[Collected data entries]
§ §

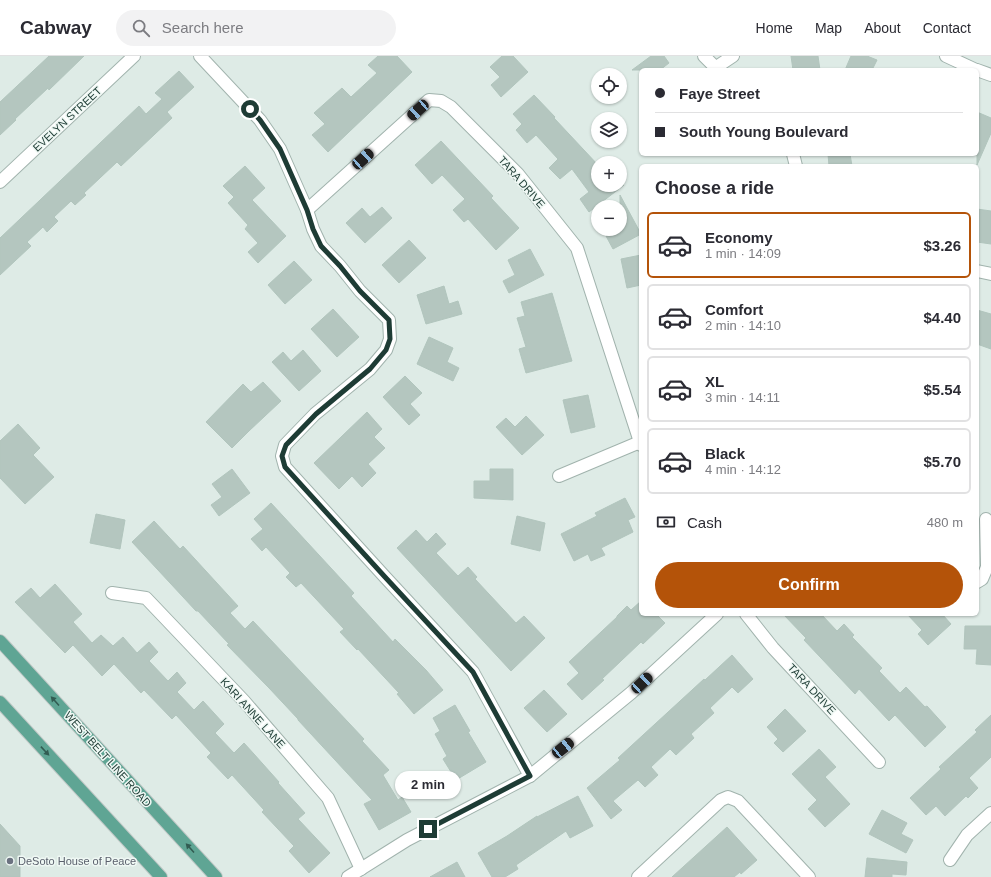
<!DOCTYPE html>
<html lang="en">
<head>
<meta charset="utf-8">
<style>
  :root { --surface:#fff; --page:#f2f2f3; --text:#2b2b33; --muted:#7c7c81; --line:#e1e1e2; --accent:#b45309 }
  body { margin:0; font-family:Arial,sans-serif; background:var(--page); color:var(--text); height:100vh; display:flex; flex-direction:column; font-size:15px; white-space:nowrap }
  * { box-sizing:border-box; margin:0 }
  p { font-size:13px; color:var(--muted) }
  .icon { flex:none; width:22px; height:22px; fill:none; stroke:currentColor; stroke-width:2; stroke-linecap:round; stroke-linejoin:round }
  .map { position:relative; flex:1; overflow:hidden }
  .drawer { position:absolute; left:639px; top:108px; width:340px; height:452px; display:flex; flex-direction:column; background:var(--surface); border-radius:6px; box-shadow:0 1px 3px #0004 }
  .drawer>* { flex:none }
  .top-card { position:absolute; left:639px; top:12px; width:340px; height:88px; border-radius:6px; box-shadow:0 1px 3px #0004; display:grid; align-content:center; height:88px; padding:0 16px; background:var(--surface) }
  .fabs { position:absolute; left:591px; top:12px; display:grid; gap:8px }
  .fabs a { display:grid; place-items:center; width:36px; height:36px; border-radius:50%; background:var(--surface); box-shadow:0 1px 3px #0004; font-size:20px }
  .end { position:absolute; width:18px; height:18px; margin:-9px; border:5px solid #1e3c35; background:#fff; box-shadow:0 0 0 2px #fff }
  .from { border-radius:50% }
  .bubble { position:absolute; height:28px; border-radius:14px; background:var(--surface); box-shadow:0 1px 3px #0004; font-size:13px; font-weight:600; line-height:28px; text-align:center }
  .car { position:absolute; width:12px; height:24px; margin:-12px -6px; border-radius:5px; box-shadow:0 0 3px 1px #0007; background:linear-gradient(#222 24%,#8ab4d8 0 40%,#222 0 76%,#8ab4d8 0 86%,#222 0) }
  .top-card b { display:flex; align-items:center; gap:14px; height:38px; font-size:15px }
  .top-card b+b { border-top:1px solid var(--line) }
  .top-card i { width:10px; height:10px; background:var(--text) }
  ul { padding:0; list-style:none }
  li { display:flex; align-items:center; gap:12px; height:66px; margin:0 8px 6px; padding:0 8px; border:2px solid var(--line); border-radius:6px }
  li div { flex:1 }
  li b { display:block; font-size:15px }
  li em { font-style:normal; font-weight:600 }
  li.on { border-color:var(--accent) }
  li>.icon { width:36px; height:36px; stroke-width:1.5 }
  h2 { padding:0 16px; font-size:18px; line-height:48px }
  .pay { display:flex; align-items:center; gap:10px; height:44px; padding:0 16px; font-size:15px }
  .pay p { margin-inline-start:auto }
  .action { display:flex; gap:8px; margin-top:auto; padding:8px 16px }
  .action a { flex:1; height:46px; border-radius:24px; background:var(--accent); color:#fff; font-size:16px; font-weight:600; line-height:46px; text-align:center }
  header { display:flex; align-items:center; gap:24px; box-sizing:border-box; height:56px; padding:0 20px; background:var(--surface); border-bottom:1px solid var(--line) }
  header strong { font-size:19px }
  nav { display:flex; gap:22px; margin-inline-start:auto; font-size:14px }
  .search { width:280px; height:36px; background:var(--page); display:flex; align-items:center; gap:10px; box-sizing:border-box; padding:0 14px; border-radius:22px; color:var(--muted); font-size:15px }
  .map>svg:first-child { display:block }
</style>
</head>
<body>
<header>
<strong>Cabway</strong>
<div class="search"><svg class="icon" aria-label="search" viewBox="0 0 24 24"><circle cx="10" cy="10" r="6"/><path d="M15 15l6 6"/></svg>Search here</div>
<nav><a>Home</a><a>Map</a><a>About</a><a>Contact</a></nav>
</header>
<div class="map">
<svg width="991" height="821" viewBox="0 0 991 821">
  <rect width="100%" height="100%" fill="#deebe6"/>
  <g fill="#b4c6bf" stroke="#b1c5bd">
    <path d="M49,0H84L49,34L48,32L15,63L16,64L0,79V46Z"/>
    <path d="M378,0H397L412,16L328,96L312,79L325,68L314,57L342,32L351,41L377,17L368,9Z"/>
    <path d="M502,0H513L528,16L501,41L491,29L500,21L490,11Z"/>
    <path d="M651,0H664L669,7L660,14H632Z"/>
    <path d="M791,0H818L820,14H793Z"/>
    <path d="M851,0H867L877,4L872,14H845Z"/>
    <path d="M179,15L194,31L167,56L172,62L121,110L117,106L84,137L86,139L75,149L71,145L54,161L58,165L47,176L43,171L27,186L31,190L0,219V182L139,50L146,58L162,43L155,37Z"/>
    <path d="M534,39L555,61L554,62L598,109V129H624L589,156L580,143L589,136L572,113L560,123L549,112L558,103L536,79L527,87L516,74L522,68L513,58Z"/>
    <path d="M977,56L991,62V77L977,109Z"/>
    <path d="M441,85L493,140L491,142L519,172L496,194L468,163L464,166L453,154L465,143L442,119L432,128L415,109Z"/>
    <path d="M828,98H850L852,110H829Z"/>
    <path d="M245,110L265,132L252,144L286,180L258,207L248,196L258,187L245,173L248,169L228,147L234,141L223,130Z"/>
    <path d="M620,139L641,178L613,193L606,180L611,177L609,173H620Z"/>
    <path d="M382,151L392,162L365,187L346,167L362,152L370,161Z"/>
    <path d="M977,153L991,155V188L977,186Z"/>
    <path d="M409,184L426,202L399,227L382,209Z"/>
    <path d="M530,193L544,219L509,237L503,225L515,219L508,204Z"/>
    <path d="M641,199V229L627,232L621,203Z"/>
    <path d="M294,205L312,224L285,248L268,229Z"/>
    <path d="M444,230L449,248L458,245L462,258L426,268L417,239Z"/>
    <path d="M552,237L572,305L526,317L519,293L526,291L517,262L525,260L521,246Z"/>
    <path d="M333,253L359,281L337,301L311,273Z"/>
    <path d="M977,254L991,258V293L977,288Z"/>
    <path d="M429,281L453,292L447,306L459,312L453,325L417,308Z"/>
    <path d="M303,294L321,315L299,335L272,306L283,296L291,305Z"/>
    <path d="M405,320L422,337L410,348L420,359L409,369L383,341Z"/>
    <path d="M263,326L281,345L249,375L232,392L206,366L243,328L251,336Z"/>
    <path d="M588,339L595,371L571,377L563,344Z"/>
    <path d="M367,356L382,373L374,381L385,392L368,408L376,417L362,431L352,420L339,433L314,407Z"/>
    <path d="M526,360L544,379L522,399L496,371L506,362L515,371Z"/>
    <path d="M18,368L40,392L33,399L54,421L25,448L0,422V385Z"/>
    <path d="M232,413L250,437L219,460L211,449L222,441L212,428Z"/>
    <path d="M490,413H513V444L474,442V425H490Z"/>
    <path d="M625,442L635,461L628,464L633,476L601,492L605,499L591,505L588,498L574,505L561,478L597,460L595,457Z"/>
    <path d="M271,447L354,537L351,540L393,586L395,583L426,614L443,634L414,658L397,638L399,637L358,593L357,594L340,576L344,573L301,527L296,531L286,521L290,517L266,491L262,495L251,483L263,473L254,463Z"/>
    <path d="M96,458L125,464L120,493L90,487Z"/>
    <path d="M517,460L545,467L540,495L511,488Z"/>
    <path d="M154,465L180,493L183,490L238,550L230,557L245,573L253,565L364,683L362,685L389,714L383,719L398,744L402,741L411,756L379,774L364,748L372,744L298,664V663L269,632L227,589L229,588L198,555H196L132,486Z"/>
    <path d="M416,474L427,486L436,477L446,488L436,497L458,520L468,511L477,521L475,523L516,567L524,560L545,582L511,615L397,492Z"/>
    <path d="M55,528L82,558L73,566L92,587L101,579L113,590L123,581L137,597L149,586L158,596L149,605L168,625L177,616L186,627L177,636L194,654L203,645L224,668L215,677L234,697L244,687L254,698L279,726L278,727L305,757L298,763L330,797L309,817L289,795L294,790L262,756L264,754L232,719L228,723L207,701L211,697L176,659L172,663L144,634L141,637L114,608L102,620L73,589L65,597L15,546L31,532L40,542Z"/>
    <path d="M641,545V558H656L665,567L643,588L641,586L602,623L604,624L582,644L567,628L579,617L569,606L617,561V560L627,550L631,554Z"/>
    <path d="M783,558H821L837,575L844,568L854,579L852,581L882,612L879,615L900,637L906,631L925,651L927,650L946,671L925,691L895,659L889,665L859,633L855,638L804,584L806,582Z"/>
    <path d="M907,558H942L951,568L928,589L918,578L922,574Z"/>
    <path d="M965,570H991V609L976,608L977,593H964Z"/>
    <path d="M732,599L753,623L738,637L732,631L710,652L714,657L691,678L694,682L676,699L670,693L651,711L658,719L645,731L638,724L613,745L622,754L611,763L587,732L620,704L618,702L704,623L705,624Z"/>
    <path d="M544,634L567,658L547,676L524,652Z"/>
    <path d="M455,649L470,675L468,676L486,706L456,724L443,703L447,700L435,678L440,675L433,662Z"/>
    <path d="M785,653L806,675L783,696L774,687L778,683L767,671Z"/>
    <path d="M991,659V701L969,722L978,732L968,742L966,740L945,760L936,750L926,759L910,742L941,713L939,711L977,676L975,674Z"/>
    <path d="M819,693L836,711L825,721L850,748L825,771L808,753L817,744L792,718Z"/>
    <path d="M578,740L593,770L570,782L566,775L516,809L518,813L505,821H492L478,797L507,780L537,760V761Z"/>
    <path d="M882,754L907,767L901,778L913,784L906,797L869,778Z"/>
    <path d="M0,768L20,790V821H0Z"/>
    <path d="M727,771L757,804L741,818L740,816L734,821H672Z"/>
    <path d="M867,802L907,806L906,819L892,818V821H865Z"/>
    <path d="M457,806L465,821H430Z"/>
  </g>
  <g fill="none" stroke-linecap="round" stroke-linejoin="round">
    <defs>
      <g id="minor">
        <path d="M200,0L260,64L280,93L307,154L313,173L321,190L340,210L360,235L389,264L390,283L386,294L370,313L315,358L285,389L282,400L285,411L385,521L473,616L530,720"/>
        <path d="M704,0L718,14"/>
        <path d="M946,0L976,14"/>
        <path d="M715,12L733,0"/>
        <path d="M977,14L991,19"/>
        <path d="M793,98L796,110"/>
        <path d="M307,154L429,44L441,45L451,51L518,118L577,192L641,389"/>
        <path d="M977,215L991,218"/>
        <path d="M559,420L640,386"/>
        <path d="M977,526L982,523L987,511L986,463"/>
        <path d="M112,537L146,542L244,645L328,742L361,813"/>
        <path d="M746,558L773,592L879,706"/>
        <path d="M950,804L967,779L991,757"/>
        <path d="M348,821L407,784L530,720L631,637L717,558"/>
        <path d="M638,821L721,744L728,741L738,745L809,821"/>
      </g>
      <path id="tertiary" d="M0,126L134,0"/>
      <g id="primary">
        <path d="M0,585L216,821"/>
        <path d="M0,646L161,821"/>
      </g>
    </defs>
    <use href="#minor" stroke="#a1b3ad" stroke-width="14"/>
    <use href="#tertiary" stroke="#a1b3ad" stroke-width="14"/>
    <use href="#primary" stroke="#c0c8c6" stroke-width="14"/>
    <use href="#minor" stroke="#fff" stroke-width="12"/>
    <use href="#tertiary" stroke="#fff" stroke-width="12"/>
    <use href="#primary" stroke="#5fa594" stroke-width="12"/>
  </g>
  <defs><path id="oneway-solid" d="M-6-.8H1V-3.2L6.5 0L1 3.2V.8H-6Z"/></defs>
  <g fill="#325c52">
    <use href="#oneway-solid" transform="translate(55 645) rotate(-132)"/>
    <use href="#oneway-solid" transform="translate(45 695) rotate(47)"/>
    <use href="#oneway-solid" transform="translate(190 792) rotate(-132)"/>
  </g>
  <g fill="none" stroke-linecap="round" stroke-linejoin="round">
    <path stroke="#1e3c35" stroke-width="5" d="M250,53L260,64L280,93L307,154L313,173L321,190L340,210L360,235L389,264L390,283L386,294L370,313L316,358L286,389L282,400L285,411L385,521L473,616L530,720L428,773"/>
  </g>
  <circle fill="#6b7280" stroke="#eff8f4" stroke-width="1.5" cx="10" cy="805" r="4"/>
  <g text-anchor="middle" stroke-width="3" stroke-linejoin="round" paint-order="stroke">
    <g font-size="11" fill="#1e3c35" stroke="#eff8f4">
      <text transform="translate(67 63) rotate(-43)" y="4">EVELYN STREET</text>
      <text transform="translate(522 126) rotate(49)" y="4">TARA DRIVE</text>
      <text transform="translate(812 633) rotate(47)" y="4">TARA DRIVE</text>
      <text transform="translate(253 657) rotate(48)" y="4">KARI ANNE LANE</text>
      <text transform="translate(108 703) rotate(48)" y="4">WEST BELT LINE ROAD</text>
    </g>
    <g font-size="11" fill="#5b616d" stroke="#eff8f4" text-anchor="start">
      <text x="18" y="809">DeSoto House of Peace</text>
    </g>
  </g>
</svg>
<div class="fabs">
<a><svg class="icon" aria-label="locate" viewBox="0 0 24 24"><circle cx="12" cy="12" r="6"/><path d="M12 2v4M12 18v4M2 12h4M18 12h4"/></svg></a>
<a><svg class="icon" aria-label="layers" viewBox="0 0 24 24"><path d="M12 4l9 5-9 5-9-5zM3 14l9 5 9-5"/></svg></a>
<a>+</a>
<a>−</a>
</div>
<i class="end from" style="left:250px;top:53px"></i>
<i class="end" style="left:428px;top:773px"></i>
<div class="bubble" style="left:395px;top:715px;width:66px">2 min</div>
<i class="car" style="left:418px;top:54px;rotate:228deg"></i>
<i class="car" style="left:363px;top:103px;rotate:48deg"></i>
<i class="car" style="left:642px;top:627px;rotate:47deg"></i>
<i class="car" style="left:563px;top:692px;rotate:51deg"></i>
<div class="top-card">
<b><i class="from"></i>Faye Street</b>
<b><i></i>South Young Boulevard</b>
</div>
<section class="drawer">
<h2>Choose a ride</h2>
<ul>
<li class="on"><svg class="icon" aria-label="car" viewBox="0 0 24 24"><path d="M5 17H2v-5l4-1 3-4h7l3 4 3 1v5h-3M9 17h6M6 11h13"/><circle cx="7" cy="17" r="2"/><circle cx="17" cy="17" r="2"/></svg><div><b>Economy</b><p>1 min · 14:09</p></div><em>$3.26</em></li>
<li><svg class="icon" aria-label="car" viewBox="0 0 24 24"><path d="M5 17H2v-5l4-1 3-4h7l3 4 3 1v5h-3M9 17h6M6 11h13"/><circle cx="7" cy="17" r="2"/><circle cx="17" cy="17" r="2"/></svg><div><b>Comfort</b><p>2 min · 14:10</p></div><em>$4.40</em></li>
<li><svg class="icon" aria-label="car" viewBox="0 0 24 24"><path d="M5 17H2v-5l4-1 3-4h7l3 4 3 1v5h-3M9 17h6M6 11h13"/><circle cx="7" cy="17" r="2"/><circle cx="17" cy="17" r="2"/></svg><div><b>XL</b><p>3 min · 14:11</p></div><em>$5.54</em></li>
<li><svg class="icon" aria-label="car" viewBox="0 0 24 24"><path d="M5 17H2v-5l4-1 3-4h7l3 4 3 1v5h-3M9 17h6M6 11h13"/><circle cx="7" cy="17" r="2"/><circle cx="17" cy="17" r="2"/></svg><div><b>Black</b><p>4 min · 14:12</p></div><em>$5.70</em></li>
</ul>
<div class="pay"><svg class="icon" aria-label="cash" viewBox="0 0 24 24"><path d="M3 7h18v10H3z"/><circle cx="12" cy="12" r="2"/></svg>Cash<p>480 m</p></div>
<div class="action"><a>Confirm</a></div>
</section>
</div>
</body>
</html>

§ §

[ABOUT THIS EXERCISE] When a line in the entries above holds the word "none", add it to the count, then state only the count.

[RESULT OF THIS TASK] 5